Avcılar’da yaşayan Acar çifti, 3 kız çocuğundan en küçüğü olan 7 yaşındaki Nisanur’un doğduğu günden bu yana yaşadığı ciddi sağlık problemleri nedeniyle çaresiz durumda. Doğduğunda, beyin omurilik sıvısının çoğalmasıyla, beyin karıncıklarının, kimi zaman da kafatasının büyümesine yol açan bir hastalık olan ‘Hidrosefali’ tanısı koyulan Nisanur Acar, henüz 7 aylıkken hassas bir bölge olan beyin çevresinden ciddi bir cerrahi operasyon geçirdi. Dünyaca ünlü Türk cerrah Mehmet Öz tarafından gerçekleştirilen operasyonla yapay damar yolu açıla Nisanur, bu operasyonla sadece yaşamına devam edebilirken, normal bir çocuk özgür hareket edemiyor. İlkokul 1’nci sınıfı bitiren talihsiz kız çocuğu, 7 yaşında daha önce operasyon geçirdiği beyincik bölgesinde oluşan fıtık nedeniyle önce beyin fonksiyonlarını yitirme, ardından da hayatını kaybetme tehlikesiyle karşı karşıya. 7 yıllık ömründe ikinci kez ölümle burun buruna olan Nisanur’un çaresiz ve endişeli ailesi, Sağlık Bakanlığı’ndan küçük kızlarını alanında en başarılı doktorların tedavi etmesini talep ederken, hayırseverlerden de yardım bekliyor.
“7 AYLIKKEN SON GÜNLERİNİ YAŞADIĞINI DOKTORLAR BİZE SÖYLEYİNCE...”
Avcılar’daki evlerinde açıklamalarda bulunan anne Sevda Acar, Nisanur’un geçirdiği ilk operasyonun hayırsever eş dostun yardımıyla yapıldığını anlatarak, “Doğduğunda öğrenmiştik, biliyorduk. 7 aylıkken son günlerini yaşadığını doktorlar bize söyleyince, ben de doktor doktor dolaştım. İstanbul’da hiçbir devlet hastanesi, hiçbir özel hastane kalmadı. Kızıma sadece şant takılacağını, başka bir çare olmadığını söylediler. Ben de şant yöntemini araştırdım, sadece birkaç yıl ömür uzattığını öğrendim. Birkaç yıldan sonra ya bitkisel hayata giriyorlardı, ya da hayatlarını kaybediyorlardı. Ben de istemedim. Doktor Mehmet Öz’ü bulduk, ‘10 gün içerisinde ameliyat ederiz’ dedi. Yapay damar yolu açtı, şant tedavisini uygulamadı. Eşin dostun maddi desteğiyle ameliyat ettirdik” dedi.

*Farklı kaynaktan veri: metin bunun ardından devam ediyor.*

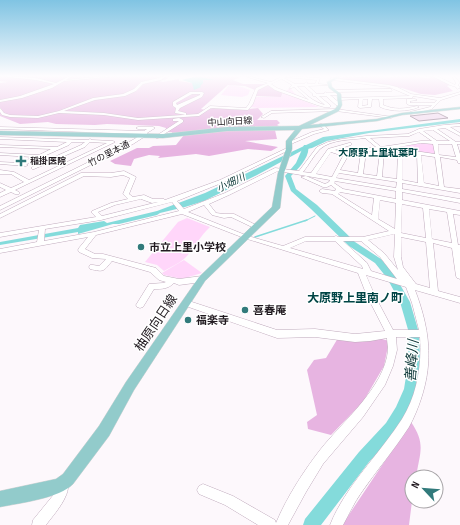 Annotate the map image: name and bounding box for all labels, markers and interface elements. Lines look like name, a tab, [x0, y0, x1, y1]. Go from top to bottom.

ENDİŞELİ ANNE, YETKİLİLERDEN KIZINI ALANINDA EN UZMAN DOKTORLARIN TEDAVİ ETMESİNİ İSTİYOR
7 yaşında ikinci kez ölümle burun buruna kalan küçük kızın son hastalığından da bahseden endişeli anne, yetkililere ve hayırseverlere şu sözlerle seslendi:
“Bu zamana kadar her yıl kontrollerimizi yaptırıyorduk, iyi gidiyordu. Sadece son yıllarda nöbetleri vardı, o da olabiliyordu. Şimdi ilaç kullanıyoruz. İlaç tedavisinde bu yana kendine daha bir güveni var. Fakat şimdi de beyinciğin tam ucunda fıtık oluştu. Doktor büyümezse sorun olmayacağını, fıtık büyüdüğünde ise ameliyat olması gerektiğini söyledi. Bu yıl gittiğimizde doktoru bana ‘Büyümüş ve zarar vermeye başlamış. Onu almamız ve yerini genişletmemiz gerekiyor’ dedi. Eğer 12 ay içerisinde ameliyat olmazsa 5-6 aya kadar eli ayağı tutmayacak hale gelecekmiş. Ameliyat olması gerekiyormuş. Bir şekilde bunun yapılması gerekiyor, ama benim hiçbir doktora güvenim kalmadı. Aynı bölgede devam eden ciddi hastalıkları nedeniyle endişeliyim, güvenemiyorum. Benim yetkililerden beklentim, bu konuda en uzman doktorların bize yardımcı olması. Yardımseverlerden de bir destek bekliyoruz. Küçücük bir bölgede çok ciddi farklı hastalıklar var, ben şimdi çocuğumu nasıl herkese emanet edeyim? Korkuyorum.”